Genel

“PALMİYE AĞACI ANTALYA’YA İHANETTİR''

   Peyzaj Yüksek Mimarı Bensu Cüce, Antalya’nın simgesi haline gelen “Palmiye ağacı bu şehre yapılmış en büyük ihanettir. Palmiye ağacı  Antalya’ya getirildikten sonra bu kente pek çok hastalık, çok büyük böcekler  geldi. Başka ağaçlara da bu hastalıklar sıçradı.  Palmiye ağacı gölge ihtiyacını karşılamıyor. Kent içinde bir belediye olarak refüjde kaldırımda kullanmak kente ihanet.

   Antalya’da 40 dereceyi geçen sıcaklıklarda öğle vaktinde yürüyen vatandaş yoktur. Yürüyene de bir gölge, bir konfor sağlayacak ağacı koymak gerekir daha fazla gölge yapsın. Palmiye ağacı bu ağaç değil. Özel alana, evin bahçesine anıt ağaç olarak kullanılabilir, tasarım amaçlı olarak. Çok farklı boyda hoş türleri vardır ama kamusal alan için uygun değildir. Bunun yerine gölge veren zeytin, sığla ve çınara sabırla yönlenmek daha doğru olur. İlla gölge verecek ithal ağaç olacaksa Benjamin çok daha uygun. Özellikle doğu batı aksı yollarda trafik güvenliği açısından şoförlerin yol görüşü için yola gölge yapan bu ağaçlar dikilebilir” diyor.
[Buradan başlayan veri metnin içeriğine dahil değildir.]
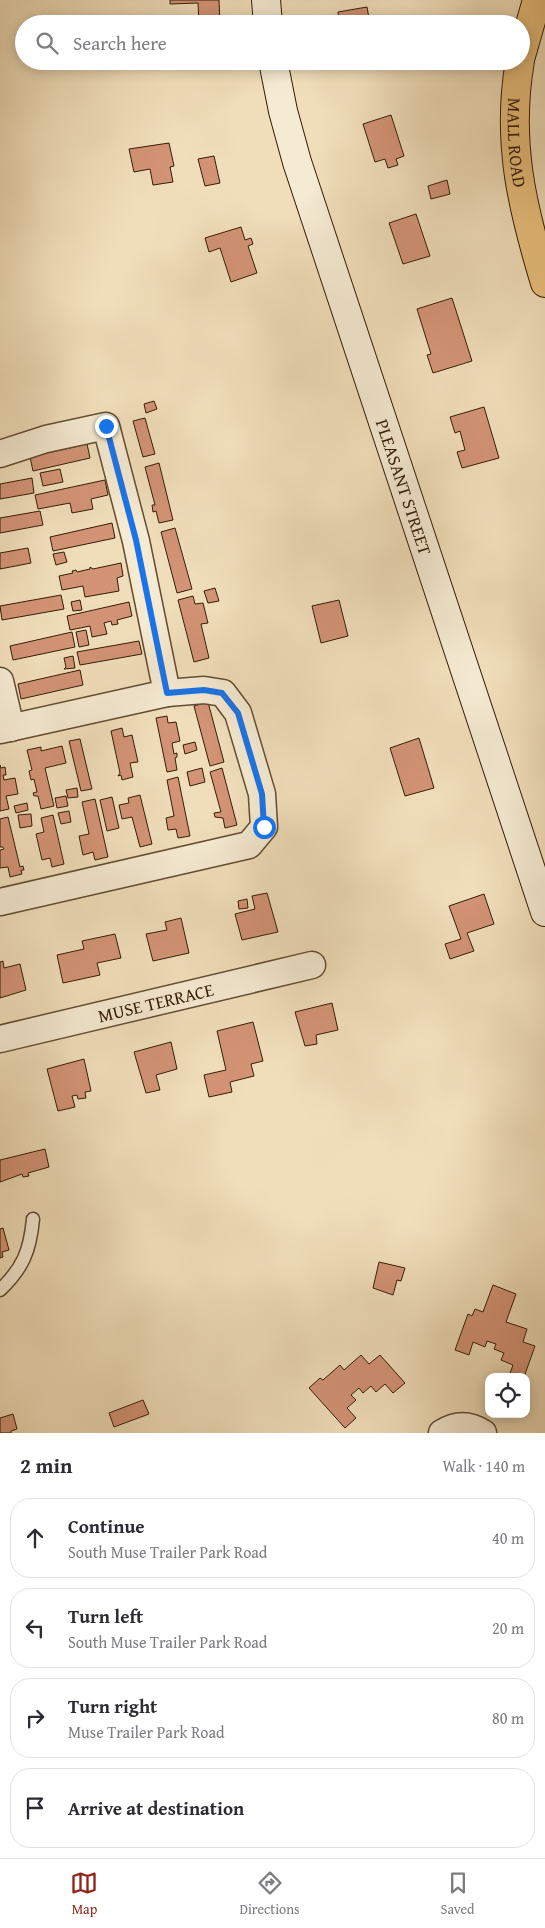 <!DOCTYPE html>
<html lang="en">
<head>
<meta charset="utf-8">
<style>
  body { margin:0; font-family:"Gentium Book Plus",serif; background:#f2f2f3; color:#2b2b33 }
  .controls { position:absolute; right:15px; bottom:15px; display:grid; overflow:hidden; border-radius:10px; box-shadow:0 2px 12px #0003 }
  .controls button { width:45px; height:45px; display:grid; place-items:center; padding:0; border:0; border-bottom:1px solid #e1e1e2; background:#fff; color:#2b2b33; font:25px sans-serif }
  .stop { position:absolute; width:15px; height:15px; margin:-11px; border:4px solid #1a73e8; border-radius:50%; background:#fff }
  .stop.end { background:#1a73e8; border-color:#fff; box-shadow:0 1px 5px #0008 }
  .list { margin:0; padding:0; list-style:none }
  h2 { display:flex; justify-content:space-between; align-items:center; height:65px; margin:0; padding:0 20px; font-size:21px }
  h2 small { font-size:16px; font-weight:400; color:#7c7c81 }
  .list li { display:grid; grid-template-columns:32px 1fr auto; gap:15px; align-items:center; box-sizing:border-box; height:80px; margin:0 10px 10px; padding:0 10px; border:1px solid #e1e1e2; border-radius:20px }
  .list b { display:block; font-size:19px; white-space:nowrap }
  .list p { margin:0; font-size:16px; white-space:nowrap; color:#7c7c81 }
  .list em { font-size:16px; font-style:normal; color:#7c7c81 }
  .icon { flex:none; width:28px; height:28px; fill:none; stroke:currentColor; stroke-width:2; stroke-linecap:round; stroke-linejoin:round }
  .map { position:relative; flex:none; width:545px; height:1433px; overflow:hidden }
  .search { position:absolute; background:#fff; box-shadow:0 2px 12px #0003; left:15px; right:15px; top:15px; height:55px; display:flex; align-items:center; gap:12px; box-sizing:border-box; padding:0 18px; border-radius:28px; color:#7c7c81; font-size:19px }
  .sheet { height:425px; background:#fff }
  nav { display:flex; justify-content:space-around; align-items:center; box-sizing:border-box; height:70px; border-top:1px solid #e1e1e2; background:#fff; font-size:14px; color:#7c7c81 }
  nav a { display:grid; justify-items:center; gap:2px }
  nav .on { color:#8f2418 }
  .map>svg:first-child { display:block }
  .building { fill:#d39376; stroke:#341d04 }
  .lines { fill:none; stroke-linecap:round; stroke-linejoin:round }
  .lane-casing { stroke:#634d32; stroke-width:15 }
  .street-casing { stroke:#634d32; stroke-width:29 }
  .secondary-casing { stroke:#341d04; stroke-width:30 }
  .primary-casing { stroke:#341d04; stroke-width:30 }
  .lane { stroke:#f5ead2; stroke-width:12 }
  .street { stroke:#f5ead2; stroke-width:26 }
  .secondary { stroke:#f5ead2; stroke-width:28 }
  .primary { stroke:#e8bf7d; stroke-width:28 }
  .route { stroke:#1a73e8; stroke-width:6 }
  .labels { text-anchor:middle; dominant-baseline:central; stroke-width:4; stroke-linejoin:round; paint-order:stroke }
  .street-label { font-size:18px; fill:#341d04; stroke:#f5ead2 }
</style>
</head>
<body>
<div class="map">
<svg width="545" height="1433" viewBox="0 0 545 1433">
  <rect width="100%" height="100%" fill="#f0deba"/>
  <filter id="stains"><feTurbulence type="fractalNoise" baseFrequency=".004" numOctaves="4"/><feColorMatrix values="0 0 0 0 .2 0 0 0 0 .09 0 0 0 0 .02 0 0 0 .5 -.17"/></filter>
  <radialGradient id="worn" r=".72"><stop offset=".6" stop-color="#630" stop-opacity="0"/><stop offset="1" stop-color="#630" stop-opacity=".3"/></radialGradient>
  <path class="building" d="M170,0H219L220,24H199L198,3L170,4Z
    M367,7L370,24H339L338,12Z
    M391,115L404,156L396,159L398,165L388,168L385,159L375,162L363,124Z
    M169,143L174,166L170,167L173,182L153,185L150,169L134,172L129,149Z
    M214,156L220,183L205,186L198,159Z
    M447,180L450,194L431,199L428,186Z
    M416,214L430,256L403,264L389,223Z
    M241,227L245,240L251,238L253,244L248,246L257,273L231,282L220,248L209,252L205,238Z
    M452,298L472,361L433,373L427,355L431,354L417,309Z
    M154,401L157,409L146,413L144,404Z
    M484,407L499,458L462,468L457,452L465,450L460,431L455,433L450,417Z
    M145,418L155,454L143,457L133,421Z
    M87,444L90,458L33,471L30,457Z
    M159,463L173,520L159,523L156,511L153,512L152,505H155L145,467Z
    M60,469L63,482L43,486L40,473Z
    M32,478L34,493L0,499V484Z
    M105,480L108,495L91,499L93,509L72,513L70,503L38,509L35,495Z
    M40,511L43,525L0,533V518Z
    M112,523L115,538L53,551L50,537Z
    M175,528L192,589L177,593L161,532Z
    M28,548L31,563L0,569V553Z
    M64,552L67,562L56,565L53,554Z
    M121,563L123,576L117,578L119,591L85,597L83,586L62,590L59,576L73,573L72,571L76,570L77,572L90,569V567L93,569Z
    M215,588L219,601L208,603L204,591Z
    M61,595L64,609L2,620L0,606Z
    M193,596L195,604L203,603L208,623L201,624L209,658L194,662L178,600Z
    M80,600L82,610L73,611L71,602Z
    M339,600L348,636L321,643L312,606Z
    M129,602L132,616L117,620L118,624L112,625L111,621L104,623L107,634L92,637L90,626L70,630L67,616Z
    M86,630L89,645L79,647L76,632Z
    M72,632L75,647L13,660L10,646Z
    M139,641L142,654L80,665L77,652Z
    M73,656L75,668L64,669L66,667L64,658Z
    M80,670L83,685L21,699L18,684Z
    M208,702L224,762L210,766L194,706Z
    M167,716L168,723L176,722L180,741L172,743L174,754L177,753V757L175,758L177,770L167,772L156,718Z
    M122,728L124,737L132,735L138,762L130,763L133,777L122,780L121,775L118,776L120,773L111,731Z
    M419,738L434,788L405,796L390,748Z
    M80,739L92,789L81,791L69,741Z
    M195,742L197,750L185,754L183,745Z
    M62,746L66,763L45,768L54,806L41,809L38,796H34L33,793L37,792L34,779L31,780L29,771L32,770L27,750L41,747V751Z
    M0,765L1,768L5,767L6,775H3L4,780L15,778L18,794L6,796L9,809L0,811Z
    M202,768L205,782L190,786L187,772Z
    M222,768L237,825L225,828L223,818L215,817L214,813L221,812L210,772Z
    M178,777L190,836L178,838L176,829L168,830L166,818L174,816L167,780Z
    M77,788L78,797L68,798L66,790Z
    M140,795L152,844L140,847L132,817L122,819L119,805L129,803L128,798Z
    M66,796L68,806L57,808L55,798Z
    M112,797L119,828L107,831L100,800Z
    M95,799L108,857L95,860L93,852L83,855L79,836L89,834L82,802Z
    M27,803L28,810L16,813L14,806Z
    M69,811L71,822L61,824L58,813Z
    M31,814L32,826L20,828L18,815Z
    M53,815L64,864L52,867L50,858L42,860L36,834L44,832L41,818Z
    M8,817L20,867L23,866L24,870H21L22,874L10,877L8,867L0,868V850L4,849L3,847H0V819Z
    M267,893L278,932L242,940L235,914L255,909L252,896Z
    M484,894L494,924L467,933L474,951L450,959L445,944L461,939L449,906Z
    M247,899L248,908L239,909L238,901Z
    M181,918L189,953L153,961L146,934L167,930L165,922Z
    M115,934L121,958L97,963L100,975L63,983L57,955L84,949L82,941Z
    M3,961L4,968L20,964L26,990L0,998V962Z
    M332,1003L338,1030L316,1035L317,1044L305,1046L295,1012Z
    M253,1022L263,1061L251,1064L254,1076L230,1082L232,1092L209,1097L204,1075L226,1070L217,1031Z
    M171,1042L177,1069L156,1075L160,1090L146,1093L134,1052Z
    M84,1059L91,1091L85,1092L86,1098L78,1099L77,1095L72,1096L75,1107L58,1111L47,1069Z
    M45,1149L49,1167L28,1173L29,1176L23,1177L22,1174L0,1182V1160Z
    M3,1228L9,1250L2,1252L3,1257L0,1258V1229Z
    M379,1262L405,1268L401,1281L397,1280L393,1295L373,1288Z
    M493,1285L516,1294L506,1322L527,1329L523,1342L535,1346L524,1377L509,1376L513,1365L501,1360L504,1353L494,1349L496,1344L487,1341L485,1347L473,1342L469,1355L455,1350L468,1314L472,1316L475,1309L483,1312Z
    M361,1355L369,1364L380,1355L405,1383L393,1393L385,1384L376,1392L371,1386L363,1393L359,1388L351,1395L356,1400L347,1408L356,1418L345,1428L309,1388L320,1378L323,1380L340,1365L344,1370Z
    M143,1400L149,1414L114,1427L109,1413Z
    M13,1414L17,1429L11,1431V1433H0V1418Z"/>
  <g class="lines">
    <defs>
      <path id="lane" d="M0,1290C23,1268 30,1251 33,1219"/>
      <g id="street">
        <path d="M0,454L46,439L106,426L136,541L167,693L0,730"/>
        <path d="M0,681L11,728"/>
        <path d="M0,902L249,845L264,827L262,794L238,713L223,693L204,690L167,693"/>
        <path id="s1" d="M0,1039L312,965"/>
        <path d="M442,1433C456,1424 469,1424 483,1433"/>
      </g>
      <g id="secondary">
        <path d="M266,0L268,24"/>
        <path id="s2" d="M273,61L283,111L297,162L545,912"/>
      </g>
      <g id="primary">
        <path d="M521,56L537,0"/>
        <path id="s3" d="M520,61C506,141 522,207 545,283"/>
      </g>
    </defs>
    <use href="#lane" class="lane-casing"/>
    <use href="#street" class="street-casing"/>
    <use href="#secondary" class="secondary-casing"/>
    <use href="#primary" class="primary-casing"/>
    <use href="#lane" class="lane"/>
    <use href="#street" class="street"/>
    <use href="#secondary" class="secondary"/>
    <use href="#primary" class="primary"/>
  </g>
  <g class="lines">
    <path class="route" d="M106,426L136,540L167,693L204,690L222,693L238,713L262,794L264,827"/>
  </g>
  <g class="labels">
    <g class="street-label">
      <text stroke="none"><textPath href="#s3" startOffset="82">MALL ROAD</textPath></text>
      <text stroke="none"><textPath href="#s2" startOffset="446">PLEASANT STREET</textPath></text>
      <text stroke="none"><textPath href="#s1" startOffset="160">MUSE TERRACE</textPath></text>
    </g>
  </g>
  <rect width="100%" height="100%" filter="url(#stains)"/>
  <rect width="100%" height="100%" fill="url(#worn)"/>
</svg>
<div class="controls">
<button><svg class="icon" aria-label="locate" viewBox="0 0 24 24"><circle cx="12" cy="12" r="6"/><path d="M12 2v4M12 18v4M2 12h4M18 12h4"/></svg></button>
</div>
<div class="stop" style="left:264px;top:827px"></div>
<div class="stop end" style="left:106px;top:426px"></div>
<div class="search"><svg class="icon" aria-label="search" viewBox="0 0 24 24"><circle cx="10" cy="10" r="6"/><path d="M15 15l6 6"/></svg>Search here</div>
</div>
<section class="sheet">
<h2>2 min<small>Walk · 140 m</small></h2>
<ul class="list">
<li><svg class="icon" aria-label="ahead" viewBox="0 0 24 24"><path d="M12 20V5M6 11l6-6 6 6"/></svg><div><b>Continue</b><p>South Muse Trailer Park Road</p></div><em>40 m</em></li>
<li><svg class="icon" aria-label="left" viewBox="0 0 24 24"><path d="M17 20v-9H6M10 6l-5 5 5 5"/></svg><div><b>Turn left</b><p>South Muse Trailer Park Road</p></div><em>20 m</em></li>
<li><svg class="icon" aria-label="right" viewBox="0 0 24 24"><path d="M7 20v-9h11M14 6l5 5-5 5"/></svg><div><b>Turn right</b><p>Muse Trailer Park Road</p></div><em>80 m</em></li>
<li><svg class="icon" aria-label="arrive" viewBox="0 0 24 24"><path d="M6 21V4h12l-3 4 3 4H6"/></svg><div><b>Arrive at destination</b></div></li>
</ul>
</section>
<nav>
<a class="on"><svg class="icon" aria-label="map" viewBox="0 0 24 24"><path d="M3 6l6-2 6 2 6-2v14l-6 2-6-2-6 2zM9 4v14M15 6v14"/></svg>Map</a>
<a><svg class="icon" aria-label="directions" viewBox="0 0 24 24"><path d="M12 3l9 9-9 9-9-9zM9 14v-3h6M13 9l2 2-2 2"/></svg>Directions</a>
<a><svg class="icon" aria-label="saved" viewBox="0 0 24 24"><path d="M7 4h10v16l-5-4-5 4z"/></svg>Saved</a>
</nav>
</body>
</html>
KURAKLIK NEDENİYLE BAZI AĞAÇ TÜRLERİN DİKİLMESİ YASAKLANABİLİR

Antalya’nın yağış azlığı nedeniyle su kaynaklarının azaldığına dikkat çeken Türkiye Ormancılar Derneği Batı Akdeniz Şubesi üyesi, orman yüksek mühendisi ve ağaç ıslahı uzmanı Rumi Sabuncu, “Küresel ısınma etkisiyle kent peyzajlarında daha az su tüketen bitkiler kullanılmalı. 1100 mililitreden 400 mililitreye düştü Antalya’daki yıllık yağış. Peyzajda kuraklığa dayalı, az su isteyen bitkiler kullanmalı” diyor.

   Sabuncu, Okaliptüs ağacı gibi fazla su tüketen ağaçların dikilmesinin uygun olmadığını belirterek, bu gibi aşırı su tüketen ağaçların dikilmesinin yasaklanma yoluna gidilebileceğini söylüyor. Sabuncu, kuraklığa karşı şehir bitkilerinin düzenlenmesi konusunda,  Ziraat Mühendisleri Odası, Peyzaj Mimarları Odası, Orman Mühendisleri Odası ve belediye ile bir konsorsiyum oluşturularak,  kentin bitki örtüsünün geleceğinin planlanmasını öneriyor.